Purification of rabbit endometrial plasma membranes from receptive and non-receptive uteri

Abstract

Summary. We have developed a method for isolation of plasma membranes from rabbit endometrium, with high yield and purification. Endometrial homogenates are precipitated with calcium chloride and the resulting supernatant is fractionated by centrifugation in a self-forming gradient of 20% Percoll. Before fractionation, the intact luminal epithelial surface was labelled with ¹²⁵I-labelled soyabean agglutinin. Between buoyant densities of 1·015 and 1·017 g/ml, a discrete peak of surface label was obtained, which coincided with activities for 5′-nucleotidase and alkaline phosphatase, enzyme markers for the plasma membrane.

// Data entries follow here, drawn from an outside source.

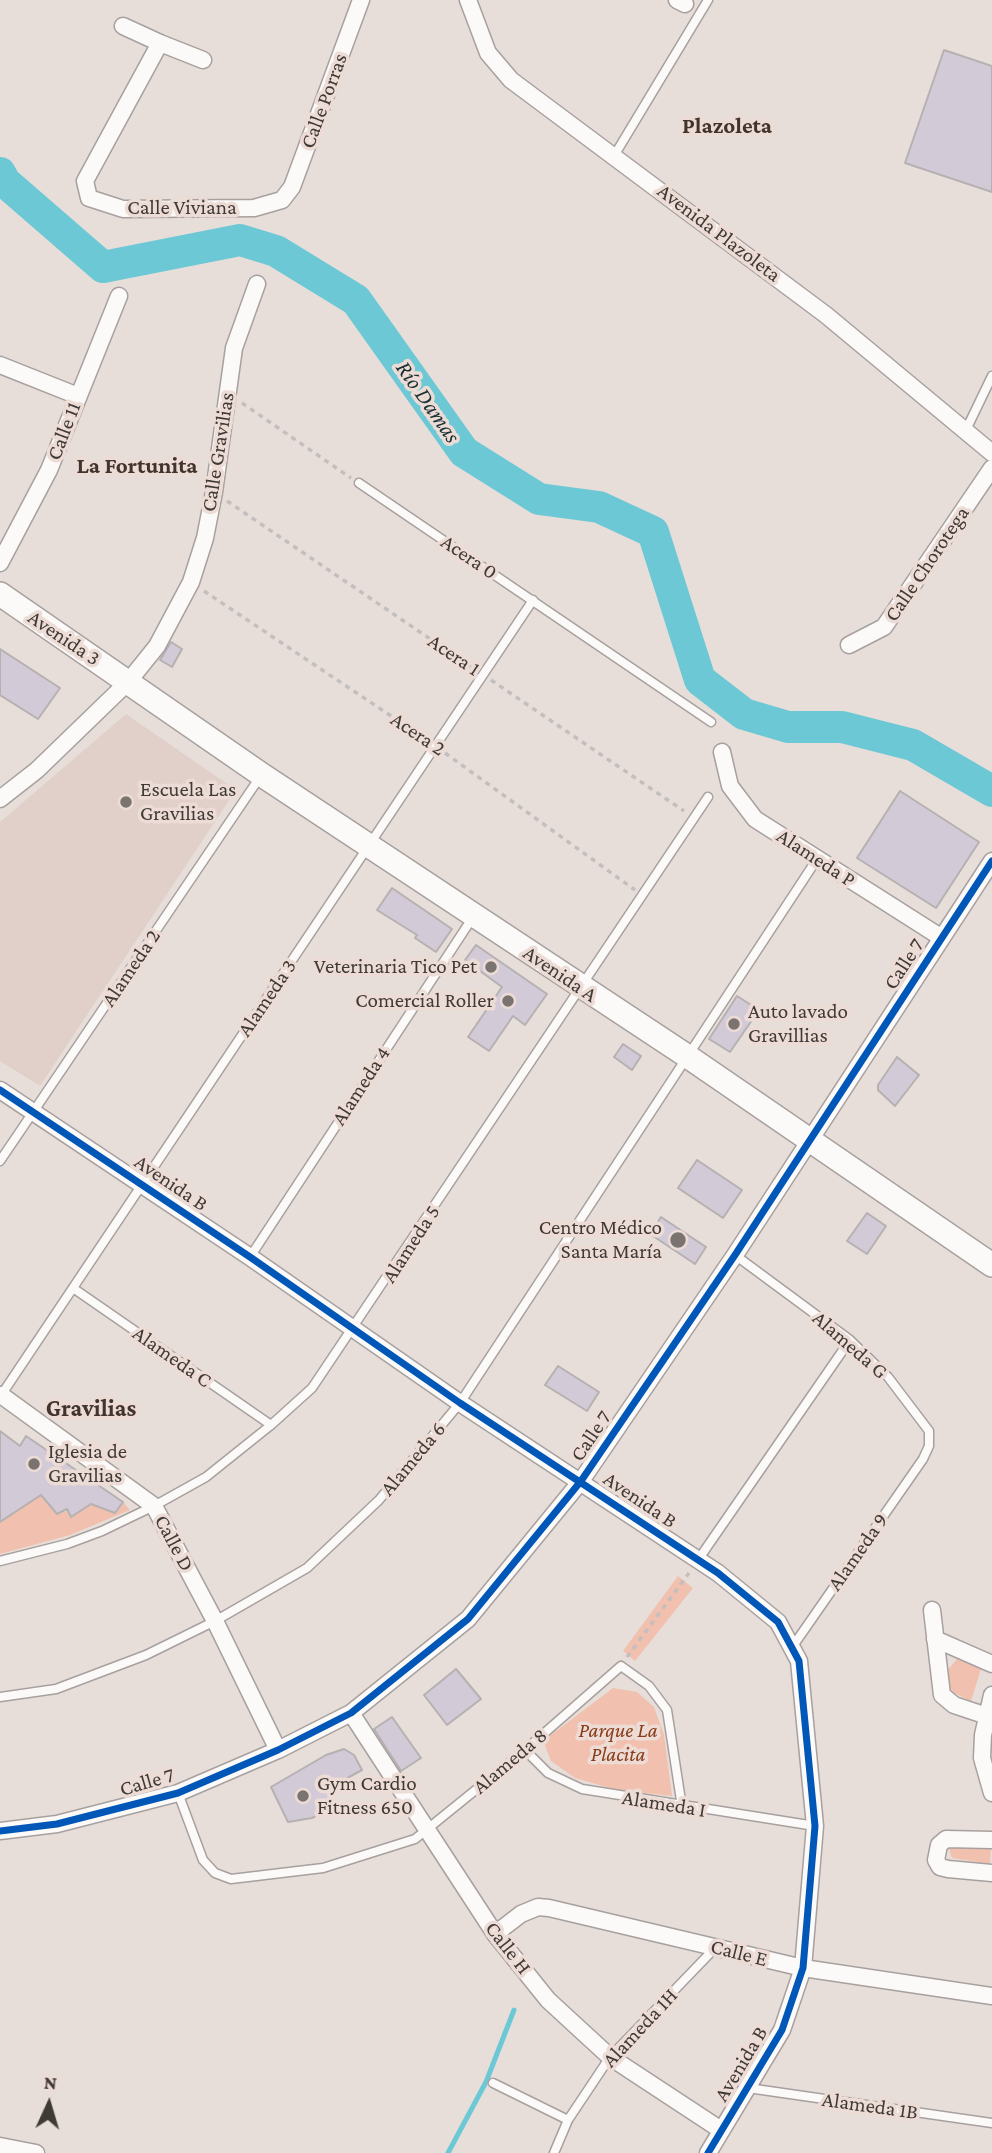 <!DOCTYPE html>
<meta charset="utf-8">
<style>
body{margin:0}
#map{position:relative;width:992px;height:2153px;overflow:hidden;background:#e7deda;font-family:"Crimson Pro",serif}
canvas{display:block}
.north{position:absolute;left:14px;top:2069px;width:70px;height:70px;-webkit-text-stroke:5px #ecdcd5;paint-order:stroke;rotate:4deg;font-size:19px;font-weight:700;line-height:28px;text-align:center;color:#403a37}
.north::after{content:'';display:block;margin:auto;width:24px;height:32px;background:#403a37;clip-path:polygon(50% 0,100% 100%,50% 72%,0 100%)}
</style>
<div id="map">
<canvas width="992" height="2153"></canvas>
<div class="north">N</div>
</div>
<script>
const c = document.querySelector('canvas').getContext('2d');
c.lineJoin = 'round';
function paint(path, color) { c.fillStyle = color; c.fill(path, 'evenodd'); }
const toPath = rows => new Path2D(rows.map(r => 'M' + r).join(''));
function stroke(path, color, width, dash) { c.strokeStyle = color; c.lineWidth = width; c.lineCap = dash ? 'butt' : 'round'; c.setLineDash(dash || []); c.stroke(path); }
function write(font, color, halo, rows, align = 'center') {
  c.font = font + ' "Crimson Pro",serif'; c.lineWidth = 7; c.setLineDash([]); c.textBaseline = 'middle'; c.strokeStyle = halo; c.fillStyle = color; for (const [text, x, y, turn = 0] of rows) {
    c.save(); c.translate(x, y); c.rotate((+turn || 0) * Math.PI / 180); c.textAlign = isNaN(turn) ? turn : align; if (halo) c.strokeText(text, 0, 0); c.fillText(text, 0, 0); c.restore();
  }
}
paint(toPath([
 [126,714,236,790,40,1086,0,1061,0,822]
]), '#e1d0c9');
paint(toPath([
 [47,1491,55,1504,51,1508,57,1514,91,1504,115,1513,123,1502,130,1510,70,1535,0,1554,0,1522],
 [678,1576,693,1588,635,1661,623,1651],
 [957,1659,981,1669,971,1701,950,1691,945,1673],
 [613,1688,637,1692,654,1707,664,1735,672,1796,617,1790,575,1778,551,1761,543,1741],
 [954,1845,991,1848,990,1864,952,1858,949,1849]
]), '#f1c0ae');
stroke(toPath([
 [448,2153,486,2082,514,2010]
]), '#6cc8d5', 5);
stroke(toPath([
 [0,173,5,182,103,267,240,240,276,251,356,300,464,452,539,499,599,507,653,532,700,680,744,714,788,727,842,727,913,745,992,791]
]), '#6cc8d5', 32);
const building = toPath([
 [944,50,992,66,992,192,905,163,944,50],
 [171,642,182,649,172,667,160,660,171,642],
 [0,649,60,688,38,719,0,695,0,649],
 [900,791,979,842,936,908,857,858,900,791],
 [392,888,452,929,436,952,415,938,417,935,377,910,392,888],
 [476,945,547,994,525,1025,513,1016,489,1051,468,1037,502,987,465,960,476,945],
 [737,996,759,1010,730,1052,709,1039,737,996],
 [623,1044,641,1056,632,1070,614,1057,623,1044],
 [897,1057,919,1075,895,1106,878,1090,878,1085,897,1057],
 [697,1160,742,1190,723,1218,678,1188,697,1160],
 [867,1213,886,1226,867,1254,847,1241,867,1213],
 [661,1217,706,1247,695,1264,650,1234,661,1217],
 [558,1366,599,1392,587,1411,545,1385,558,1366],
 [0,1431,20,1446,26,1436,123,1502,115,1513,91,1504,71,1517,67,1509,57,1514,41,1495,0,1522,0,1431],
 [456,1669,481,1699,447,1725,424,1695,456,1669],
 [392,1717,421,1758,401,1771,374,1729,392,1717],
 [344,1749,354,1755,362,1770,327,1789,336,1806,312,1818,288,1822,271,1787,326,1755,344,1749]
]);
paint(building, '#d3cad8');
stroke(building, '#b6b1b1', 2);
const lane = toPath([
 [614,156,708,0],
 [965,432,992,376],
 [359,483,711,722],
 [0,1161,260,777],
 [735,1255,850,1340,888,1377,929,1431,929,1446,923,1459,793,1646],
 [250,1257,473,917],
 [73,1288,271,1425],
 [0,1397,533,600],
 [698,1560,850,1340],
 [0,1561,67,1544,102,1531,154,1506,206,1477,271,1425,312,1388,708,797],
 [0,1697,56,1689,146,1655,215,1621,307,1568,379,1500,460,1403,817,859],
 [525,1750,548,1773,582,1789,815,1826],
 [178,1793,203,1860,215,1873,231,1879,323,1868,415,1839,525,1750,621,1666,649,1686,667,1710,682,1807],
 [493,2083,568,2120],
 [748,2088,992,2123],
 [554,2153,568,2120,610,2057,716,1947]
]);
const street = toPath([
 [468,0,488,53,511,80,826,315,992,453],
 [677,0,685,4],
 [123,26,160,43],
 [203,60,160,43,85,181,89,198,123,209,254,208,282,200,292,187,361,0],
 [0,365,78,396],
 [0,563,49,470,119,296],
 [849,645,884,627,992,468],
 [722,752,730,786,755,819,942,938],
 [0,799,37,770,128,682,157,646,191,582,205,538,214,492,234,348,257,284],
 [0,1090,250,1257,460,1403,718,1573,778,1622,799,1661,815,1826,803,1968,782,2030,708,2153],
 [1,1395,154,1506,215,1621,278,1750],
 [932,1610,942,1695,954,1705,987,1716],
 [935,1639,992,1664],
 [992,1695,983,1735,982,1758,992,1793],
 [351,1713,495,1934,548,2000,610,2057,721,2130],
 [0,1831,57,1824,178,1793,278,1750,351,1713,468,1619,581,1481,735,1255,992,861],
 [992,1840,946,1839,939,1845,936,1860,940,1867,948,1869,992,1873],
 [495,1934,521,1914,538,1907,549,1908,803,1968,992,1996],
 [0,2146,36,2153]
]);
const secondary = toPath([
 [0,594,262,775,687,1056,992,1265]
]);
stroke(lane, '#a7a09e', 11);
stroke(street, '#a7a09e', 19);
stroke(secondary, '#a7a09e', 26);
stroke(toPath([
 [242,403,351,478],
 [227,501,473,668],
 [204,591,427,740],
 [491,680,684,811],
 [445,753,635,890],
 [627,1657,689,1573]
]), '#c3bfbe', 3.5, [5, 5]);
stroke(lane, '#fbfaf9', 8);
stroke(street, '#fbfaf9', 16);
stroke(secondary, '#fbfaf9', 23);
stroke(toPath([
 [0,1090,250,1257,460,1403,718,1573,778,1622,799,1661,815,1826,803,1968,782,2030,708,2153],
 [0,1831,57,1824,178,1793,278,1750,351,1713,468,1619,581,1481,735,1255,992,861]
]), '#0057b8', 7);
for (const [x, y, r, color] of [
 [126,802,7,"#7a7370"],
 [491,967,7,"#7a7370"],
 [508,1001,7,"#7a7370"],
 [734,1024,7,"#7a7370"],
 [678,1240,9,"#7a7370"],
 [34,1464,7,"#7a7370"],
 [303,1796,7,"#7a7370"]
]) { const dot = new Path2D(); dot.arc(x, y, r, 0, 2 * Math.PI); c.fillStyle = color; c.fill(dot); stroke(dot, '#ecdcd5', 2.5); }
write('21px', '#403a37', '#ecdcd5', [
 ["Calle Porras",324,101,-70],
 ["Calle Viviana",182,208],
 ["Avenida Plazoleta",719,233,37],
 ["Calle 11",64,431,-69],
 ["Calle Gravilias",218,452,-81],
 ["Acera 0",469,557,34],
 ["Calle Chorotega",927,564,-56],
 ["Avenida 3",64,638,34],
 ["Acera 1",454,655,34],
 ["Acera 2",418,734,34],
 ["Alameda P",816,858,33],
 ["Calle 7",904,964,-57],
 ["Alameda 2",131,968,-56],
 ["Avenida A",560,974,34],
 ["Alameda 3",267,998,-56],
 ["Alameda 4",361,1086,-57],
 ["Avenida B",171,1183,34],
 ["Alameda 5",411,1244,-57],
 ["Alameda G",850,1345,41],
 ["Alameda C",172,1357,35],
 ["Calle 7",591,1436,-56],
 ["Alameda 6",413,1459,-50],
 ["Avenida B",640,1500,34],
 ["Calle D",174,1543,62],
 ["Alameda 9",858,1552,-55],
 ["Alameda 8",510,1761,-40],
 ["Calle 7",147,1782,-16],
 ["Alameda I",664,1804,9],
 ["Calle H",508,1948,52],
 ["Calle E",739,1953,14],
 ["Alameda 1H",640,2028,-47],
 ["Avenida B",741,2064,-59],
 ["Alameda 1B",870,2106,8]
]);
write('21px', '#403a37', '#ecdcd5', [
 ["Escuela Las",140,790],
 ["Gravilias",140,814],
 ["Veterinaria Tico Pet",477,967,"right"],
 ["Comercial Roller",494,1001,"right"],
 ["Auto lavado",748,1012],
 ["Gravillias",748,1036],
 ["Centro Médico",662,1228,"right"],
 ["Santa María",662,1252,"right"],
 ["Iglesia de",48,1452],
 ["Gravilias",48,1476],
 ["Gym Cardio",317,1784],
 ["Fitness 650",317,1808]
], 'left');
write('italic 21px', '#893b1a', '#ecdcd5', [
 ["Parque La",618,1731],
 ["Placita",618,1755]
]);
write('bold 23px', '#41342f', '#ecdcd5', [
 ["Plazoleta",727,126],
 ["La Fortunita",137,466]
]);
write('italic 23px', '#1b3135', '#ecdcd5', [
 ["Río Damas",428,402,55]
]);
write('bold 24px', '#41342f', '#ecdcd5', [
 ["Gravilias",91,1409]
]);
</script>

This peak was well separated from the majority of cellular protein, and from marker enzyme activities for mitochondria and microsomes (NADH cytochrome C reductase) and lysosomes (acid phosphatase). Electron microscopy of the purified membranes showed membrane sheets and vesicles free from other cellular organelles. Analysis of detergent-soluble membrane proteins, fractionated by concanavalin A-affinity chromatography, revealed differences in the protein pattern of membranes from uteri of rabbits receptive (Day 6 of pregnancy) and non-receptive (Day 3) for implantation. The method will be useful for generation of immunological and affinity probes for surface antigens involved in ovoimplantation.